Kenneth O. Hill is a Mexican Canadian physicist who specializes in the field of photonics. In the late 1970s, he discovered the phenomenon of photosensitivity in optical fiber and has worked extensively in its applications. He first demonstrated Fiber Bragg gratings and their applications in optical communication and optical sensor systems. Further areas of his discovery and innovation include the phase mask technique for grating fabrication, fiber grating dispersion compensators, and wavelength selective fiber filters, multiplexers and demultiplexers. This field of research has led to the ability to create high-speed fiber optic networks as well as many other communication applications that have revolutionized the telecommunications industry.

==Early life and education==
Hill was born in 1939 in Guadalajara, Mexico. He attended the American elementary school in Guadalajara until high school, whereupon he attended Upper Canada College in Toronto, Ontario, Canada. Hill pursued a B.Eng. (1963), M.Eng. (1965) as well as a Ph.D. in engineering physics (1968) from McMaster University in Hamilton, Ontario, Canada. He is also a Professional Engineer in the Province of Ontario, Canada.

==Career==
Upon completing his Ph.D. in 1968, Hill worked for the Government of Canada's Defense Research Telecommunications Establishment (DRTE) as a research scientist. Later that year, the DRTE was converted to the Communications Research Centre (CRC). At CRC, he continued as a research scientist before working as a group leader in optical data storage and signal processing (1970–1975), manager of optical communications (1975–1985), director of optical communications (1985–1992) as well as principal scientist (1992–2000).

In 2000, Hill left CRC and was appointed to be the director of research at Nu-Wave Photonics/Zenastra Photonics Inc, operating in optical circuit and network design and manufacturing.
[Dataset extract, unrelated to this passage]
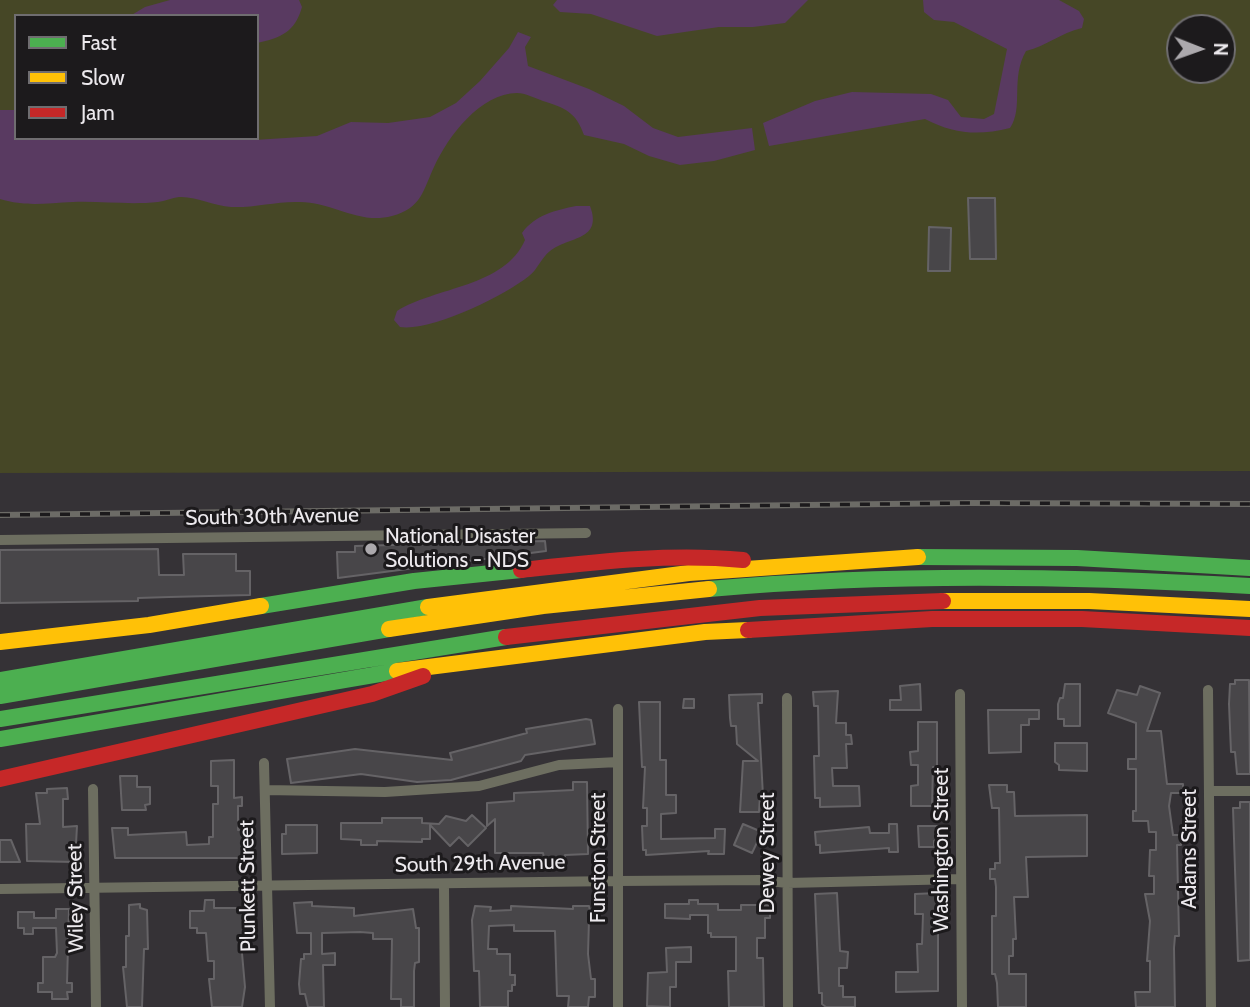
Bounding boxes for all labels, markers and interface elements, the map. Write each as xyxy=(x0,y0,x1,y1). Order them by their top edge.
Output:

In 2001, Hill joined OZ Optics Limited, a supplier of optical products for optical networks, as a part of their research team.

== Awards and honors ==
In 1991, Hill was elected to Fellowship in the Optical Society of America (OSA) for his efforts pertaining to fused fiber optical couplers, photosensitivity in fibers, novel fiber-based devices and nonlinear effects in fibers. He was the 1995 recipient of the Manning Principal Award for the discovery of photosensitivity in optical fibers as well as the many commercial applications his work led to. At the 1996 Optical Fiber Communications Conference, Hill was awarded the John Tyndall Award sponsored by the Institute of Electrical and Electronics Engineers (IEEE), the Lasers and Electro-Optics Society (LEOS) and the Optical Society of America. The award was presented for the discovery of photosensitivity in optical fibers and its application to Bragg gratings used in device applications in optical communications and sensor systems." In 1998, Hill was awarded the inaugural Medal for Outstanding Achievement in Applied Photonics from the Canadian Association of Physicists (CAP) and the National Optics Institute (INO). Hill was also awarded the Rank Prize in Optoelectronics in 2002 as one of four scientists recognized for creating and developing Fiber Bragg gratings.